-- Opening Marker --

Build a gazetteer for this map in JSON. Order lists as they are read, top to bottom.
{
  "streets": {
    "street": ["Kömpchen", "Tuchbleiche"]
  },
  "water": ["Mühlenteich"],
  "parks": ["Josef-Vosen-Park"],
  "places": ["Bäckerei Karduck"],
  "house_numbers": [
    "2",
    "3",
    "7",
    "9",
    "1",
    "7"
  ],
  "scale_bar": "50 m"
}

-- Closing Marker --

TASK OBJECTIVE
Retype the entire listing without altering anything.

OUTPUT OF THE EXERCISE
Build a gazetteer for this map in JSON. Order lists as they are read, top to bottom.
{
  "streets": {
    "street": ["Kömpchen", "Tuchbleiche"]
  },
  "water": ["Mühlenteich"],
  "parks": ["Josef-Vosen-Park"],
  "places": ["Bäckerei Karduck"],
  "house_numbers": [
    "2",
    "3",
    "7",
    "9",
    "1",
    "7"
  ],
  "scale_bar": "50 m"
}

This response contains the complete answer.